If you have ever driven behind a tractor, you know that they can be many things, but they are definitely not fast. Tractors are designed for power rather than speed, but what if you wanted to make a tractor go really fast? A team from the English tractor manufacturer JCB set out to do just that a few years ago, and they succeeded, setting a new Guinness record for the world’s fastest tractor with a modified version of the company’s Fastrac tractor. It averaged 135 mph (217.6 km/h) over two two-kilometer runs and reached a top speed of 153.771 mph (247 km/h).
The record-breaking Fastrac Two was powered by JCB’s proprietary 7.2-liter, 6-cylinder Dieselmax engine, which produced 1,016 hp and over 2,500 Nm of torque. Those are some impressive numbers, but keep in mind that this thing weighed a whopping five tons even in its stripped-down form, so the team had to develop innovative solutions for improving aerodynamics in order to achieve their goals.
“Getting a five-tonne tractor to safely reach 150 mph and stop again is not an easy task. We’re all so proud to have not only reached these goals but to have exceeded them,” said JCB Chief Innovation and Growth Officer, Tim Burnhope.
What’s interesting is that another JCB Fastrac tractor had set a world speed record only months before, with an average speed of 103.6 mph (166 km/h) – but the engineering team was confident they could do better, so after making some adjustments, they gave it another shot, and in November of 2019, they managed to break their own record at Elvington Airfield in the UK.

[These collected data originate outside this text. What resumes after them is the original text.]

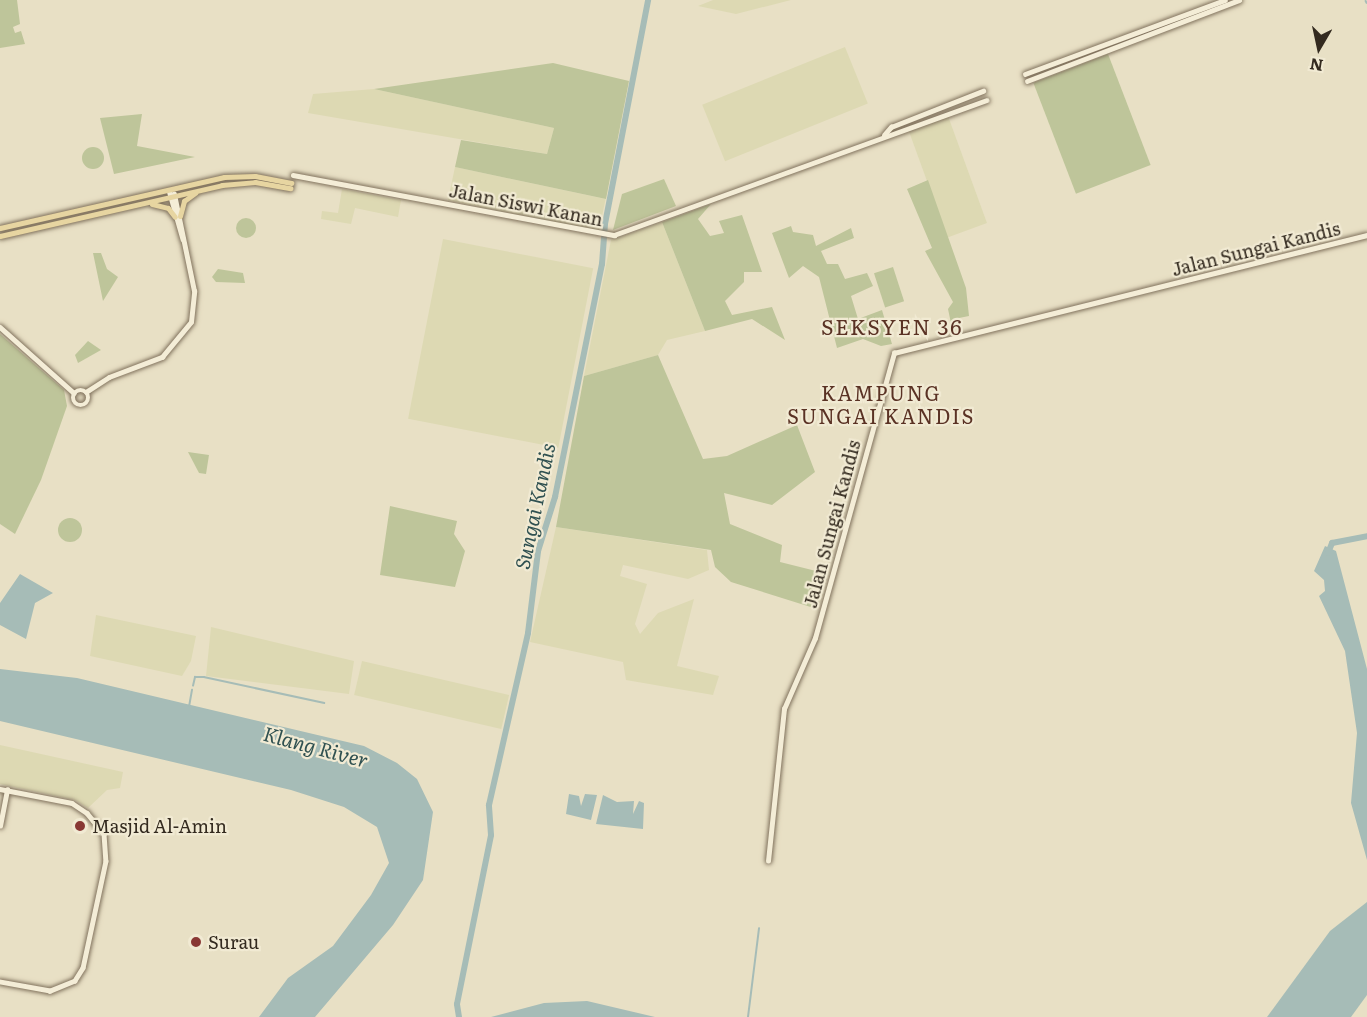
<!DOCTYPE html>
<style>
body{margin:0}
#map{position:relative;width:1367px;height:1017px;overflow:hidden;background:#e8e0c5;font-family:Literata,serif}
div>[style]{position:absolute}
.farmland>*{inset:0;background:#ddd9b3;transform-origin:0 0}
.green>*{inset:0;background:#bec59a;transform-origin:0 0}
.round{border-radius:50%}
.water>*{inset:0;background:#a6bcb7}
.stream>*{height:1.5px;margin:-0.75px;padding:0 0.75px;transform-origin:0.75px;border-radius:0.75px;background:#a6bcb7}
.river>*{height:6px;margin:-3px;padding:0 3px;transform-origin:3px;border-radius:3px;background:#a6bcb7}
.roads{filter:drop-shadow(0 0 2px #81725d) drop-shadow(0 0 2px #81725d)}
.minor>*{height:4.5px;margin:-2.25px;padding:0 2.25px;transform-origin:2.25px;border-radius:2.25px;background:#f4edd7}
.minor>.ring{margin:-2.25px;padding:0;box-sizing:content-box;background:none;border:4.5px solid #f4edd7;border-radius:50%}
.major>*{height:5px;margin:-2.5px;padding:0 2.5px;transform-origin:2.5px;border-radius:2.5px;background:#e7d5a1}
.dots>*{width:16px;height:16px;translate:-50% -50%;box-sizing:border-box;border:3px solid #f1ead3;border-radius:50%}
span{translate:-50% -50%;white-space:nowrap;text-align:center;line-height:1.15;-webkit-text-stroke:4.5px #f1ead3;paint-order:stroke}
.street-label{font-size:18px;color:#332a1f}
.poi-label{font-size:18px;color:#332a1f}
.left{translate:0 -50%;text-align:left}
.neighbourhood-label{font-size:20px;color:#5a3224;letter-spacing:1.5px}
.water-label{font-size:20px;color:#305151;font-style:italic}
.quarter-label{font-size:21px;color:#5a3224;letter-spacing:1.5px}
.north{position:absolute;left:1289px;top:18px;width:60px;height:60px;-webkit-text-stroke:4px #f1ead3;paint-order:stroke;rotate:189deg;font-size:16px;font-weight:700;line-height:24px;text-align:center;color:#332a1f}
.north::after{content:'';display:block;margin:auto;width:21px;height:27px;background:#332a1f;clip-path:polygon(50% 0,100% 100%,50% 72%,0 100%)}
</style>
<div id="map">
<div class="farmland">
<i style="clip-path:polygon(713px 0,791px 0,736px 14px,698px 6px)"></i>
<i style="left:845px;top:47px;width:61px;height:154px;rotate:68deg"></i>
<i style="clip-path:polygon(374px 89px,554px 128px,547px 154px,308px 113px,313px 94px)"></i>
<i style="left:948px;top:116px;width:114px;height:42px;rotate:70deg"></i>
<i style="left:455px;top:167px;width:154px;height:34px;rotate:12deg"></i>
<i style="clip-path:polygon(342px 189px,401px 200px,398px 217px,355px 208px,351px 224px,321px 219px,322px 211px,338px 213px)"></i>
<i style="clip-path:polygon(662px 222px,705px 331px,667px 340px,658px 355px,584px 376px,611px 240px)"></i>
<i style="left:443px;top:239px;width:153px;height:183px;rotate:11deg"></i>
<i style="clip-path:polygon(556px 527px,707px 550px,709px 570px,688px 579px,623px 565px,620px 576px,647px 584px,635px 624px,640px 634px,658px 613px,694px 599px,677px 666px,719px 676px,713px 695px,626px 680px,623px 662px,530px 642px)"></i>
<i style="clip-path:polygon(96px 615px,196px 636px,191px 661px,182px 676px,90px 656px)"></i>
<i style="clip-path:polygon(211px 627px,354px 661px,349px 694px,206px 676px)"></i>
<i style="left:362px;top:661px;width:151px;height:35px;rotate:13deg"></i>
<i style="clip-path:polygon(0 745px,123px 772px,120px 788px,107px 790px,88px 808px,75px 800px,0 784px)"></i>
</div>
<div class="green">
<i style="clip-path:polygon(0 0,17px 0,20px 24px,13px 27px,15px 33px,21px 31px,25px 44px,0 48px)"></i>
<i style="left:1108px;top:54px;width:119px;height:80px;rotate:69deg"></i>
<i style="clip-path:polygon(553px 63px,629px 81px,606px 199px,455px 167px,461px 140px,547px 154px,554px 128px,374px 89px)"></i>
<i style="clip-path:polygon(142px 114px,137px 146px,195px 157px,114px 174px,100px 118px)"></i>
<i class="round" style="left:82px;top:147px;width:22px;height:22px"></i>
<i style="clip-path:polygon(664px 179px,676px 206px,613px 230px,622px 194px)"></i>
<i style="clip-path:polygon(928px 180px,966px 288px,969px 316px,959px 318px,953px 333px,948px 309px,953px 302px,925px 251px,932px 248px,907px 189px)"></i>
<i style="clip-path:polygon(711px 204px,698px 219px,710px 236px,724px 233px,719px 221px,742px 215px,762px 272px,744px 272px,744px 282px,725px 301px,732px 315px,772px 307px,785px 340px,752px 319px,705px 331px,662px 222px)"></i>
<i class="round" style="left:236px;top:218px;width:20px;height:20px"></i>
<i style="clip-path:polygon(791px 226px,793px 232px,813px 235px,816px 246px,851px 228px,854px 238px,821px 251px,827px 264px,838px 264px,845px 279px,867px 273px,873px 286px,851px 296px,858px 319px,882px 310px,892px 344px,881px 346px,863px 339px,837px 348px,819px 277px,803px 266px,789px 278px,772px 233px)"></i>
<i style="clip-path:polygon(93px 253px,101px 253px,107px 269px,118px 277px,103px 301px)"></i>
<i style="left:893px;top:267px;width:36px;height:20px;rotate:72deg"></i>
<i style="clip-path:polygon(218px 269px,243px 273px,245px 283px,216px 282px,212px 277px)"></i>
<i style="clip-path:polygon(0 334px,64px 390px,67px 406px,41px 480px,15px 534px,0 524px)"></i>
<i style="clip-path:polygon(88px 341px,101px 350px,78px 363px,75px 355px)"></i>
<i style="clip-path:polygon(658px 355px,703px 459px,727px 456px,797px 425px,815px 472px,772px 505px,724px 493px,730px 524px,782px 545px,780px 562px,824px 573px,817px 609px,731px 582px,715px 567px,711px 550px,556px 527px,584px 376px)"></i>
<i style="clip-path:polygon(188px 452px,209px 455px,206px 474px,199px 473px)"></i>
<i style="clip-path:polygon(390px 506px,457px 521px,454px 534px,465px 551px,455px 587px,380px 575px)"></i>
<i class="round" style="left:58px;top:518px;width:24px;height:24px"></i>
</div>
<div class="water">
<i style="clip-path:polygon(1325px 546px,1336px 551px,1367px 669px,1367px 860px,1351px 803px,1357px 733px,1345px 651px,1319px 596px,1325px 591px,1324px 580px,1314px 571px)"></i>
<i style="clip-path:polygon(20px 574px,53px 593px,35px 603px,26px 639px,0 625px,0 603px)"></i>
<i style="clip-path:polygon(0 669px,77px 678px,364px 746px,397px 763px,417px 779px,433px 812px,423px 880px,393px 925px,315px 1017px,259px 1017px,288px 978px,333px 946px,371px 895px,389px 863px,377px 827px,344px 807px,291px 790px,0 721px)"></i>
<i style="clip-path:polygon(569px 794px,579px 796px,581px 806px,585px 794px,597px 795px,591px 820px,566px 814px)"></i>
<i style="clip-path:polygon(603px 795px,617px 802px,634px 801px,633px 814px,639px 801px,644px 803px,643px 829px,596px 824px)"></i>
<i style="clip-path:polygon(1367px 902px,1367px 995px,1351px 1017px,1267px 1017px,1330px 931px)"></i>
<i style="clip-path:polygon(587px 1001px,655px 1017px,491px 1017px,544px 1003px)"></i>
</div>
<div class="stream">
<i style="left:1366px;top:1px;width:2px;rotate:63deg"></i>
<i style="left:193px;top:686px;width:9px;rotate:-77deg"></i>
<i style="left:195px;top:677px;width:9px"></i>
<i style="left:204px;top:677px;width:123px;rotate:12.2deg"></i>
<i style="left:189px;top:707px;width:17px;rotate:-80deg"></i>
<i style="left:748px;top:1017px;width:89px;rotate:-82.9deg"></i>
</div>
<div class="river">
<i style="left:1328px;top:553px;width:11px;rotate:-68deg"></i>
<i style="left:1332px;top:543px;width:36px;rotate:-11deg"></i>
<i style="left:459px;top:1017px;width:13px;rotate:-99deg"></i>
<i style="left:457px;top:1004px;width:172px;rotate:-78.6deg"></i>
<i style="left:491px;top:835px;width:30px;rotate:-94deg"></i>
<i style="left:489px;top:805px;width:176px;rotate:-77.2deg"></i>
<i style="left:528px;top:633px;width:83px;rotate:-83deg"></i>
<i style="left:538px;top:551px;width:57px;rotate:-72.5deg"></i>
<i style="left:555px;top:497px;width:238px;rotate:-78.6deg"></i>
<i style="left:602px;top:264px;width:40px;rotate:-85.7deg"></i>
<i style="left:605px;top:224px;width:228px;rotate:-79.1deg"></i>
</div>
<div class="roads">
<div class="minor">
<i style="left:1025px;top:74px;width:213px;rotate:-20.3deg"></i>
<i style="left:1027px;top:81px;width:227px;rotate:-20.9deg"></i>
<i style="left:884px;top:135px;width:11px;rotate:-49deg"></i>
<i style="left:891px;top:127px;width:99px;rotate:-21.4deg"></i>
<i style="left:293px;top:175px;width:327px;rotate:10.6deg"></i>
<i style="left:614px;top:235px;width:396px;rotate:-19.9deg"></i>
<i style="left:169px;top:190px;width:51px;rotate:74.1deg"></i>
<i style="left:0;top:327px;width:99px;rotate:41.7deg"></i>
<i class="ring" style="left:73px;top:390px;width:11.5px;height:11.5px"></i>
<i style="left:86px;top:392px;width:27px;rotate:-33deg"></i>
<i style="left:109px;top:377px;width:57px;rotate:-20.7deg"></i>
<i style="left:162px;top:357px;width:45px;rotate:-50.4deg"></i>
<i style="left:191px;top:322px;width:31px;rotate:-84deg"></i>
<i style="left:194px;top:291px;width:99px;rotate:-101.7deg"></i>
<i style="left:0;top:789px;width:73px;rotate:11deg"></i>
<i style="left:72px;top:803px;width:18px;rotate:34deg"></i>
<i style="left:87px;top:813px;width:27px;rotate:51deg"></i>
<i style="left:104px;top:834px;width:27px;rotate:86deg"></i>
<i style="left:106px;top:861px;width:109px;rotate:102.1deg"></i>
<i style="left:83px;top:968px;width:15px;rotate:122deg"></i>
<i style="left:75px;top:981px;width:27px;rotate:158deg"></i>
<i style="left:50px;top:991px;width:51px;rotate:-169.8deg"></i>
<i style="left:0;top:826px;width:37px;rotate:-79deg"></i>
<i style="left:768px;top:861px;width:153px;rotate:-84deg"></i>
<i style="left:784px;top:709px;width:77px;rotate:-66.4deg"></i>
<i style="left:815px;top:638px;width:296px;rotate:-74.5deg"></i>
<i style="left:894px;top:353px;width:487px;rotate:-14deg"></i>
</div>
<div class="major">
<i style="left:152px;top:204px;width:16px;rotate:14deg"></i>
<i style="left:168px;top:208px;width:11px;rotate:52deg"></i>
<i style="left:180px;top:216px;width:16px;rotate:-75deg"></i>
<i style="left:184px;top:201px;width:14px;rotate:-36deg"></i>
<i style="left:0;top:228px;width:230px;rotate:-12.8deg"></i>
<i style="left:224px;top:177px;width:31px;rotate:-2deg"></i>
<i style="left:255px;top:176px;width:37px;rotate:11deg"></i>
<i style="left:0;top:236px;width:228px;rotate:-12.9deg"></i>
<i style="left:222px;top:185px;width:33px;rotate:-5deg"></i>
<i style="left:255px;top:182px;width:36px;rotate:10deg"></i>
</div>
</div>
<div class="dots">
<i style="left:80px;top:826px;background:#893834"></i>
<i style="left:196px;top:942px;background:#893834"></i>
</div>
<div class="street-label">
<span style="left:526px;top:205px;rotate:11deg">Jalan Siswi Kanan</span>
<span style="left:1256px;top:249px;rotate:-14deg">Jalan Sungai Kandis</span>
<span style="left:832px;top:524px;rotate:-75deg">Jalan Sungai Kandis</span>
</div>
<div class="poi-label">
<span class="left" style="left:92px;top:826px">Masjid Al-Amin</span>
<span class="left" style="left:208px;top:942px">Surau</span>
</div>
<div class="neighbourhood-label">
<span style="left:881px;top:404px">KAMPUNG<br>SUNGAI KANDIS</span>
</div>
<div class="water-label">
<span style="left:534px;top:506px;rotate:-78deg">Sungai Kandis</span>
<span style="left:316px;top:746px;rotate:15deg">Klang River</span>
</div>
<div class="quarter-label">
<span style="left:892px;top:326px">SEKSYEN 36</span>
</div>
<div class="north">N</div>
</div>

“When we reached 103.6 mph with the Fastrac in the summer, I was convinced we could go even faster and the JCB team has risen to the challenge by setting this new record. It’s an amazing achievement delivered by a young and enthusiastic engineering team. Everyone involved should be very proud of the part they have played in showing off British engineering at its very best,” JCB Chairman Lord Bamford concluded.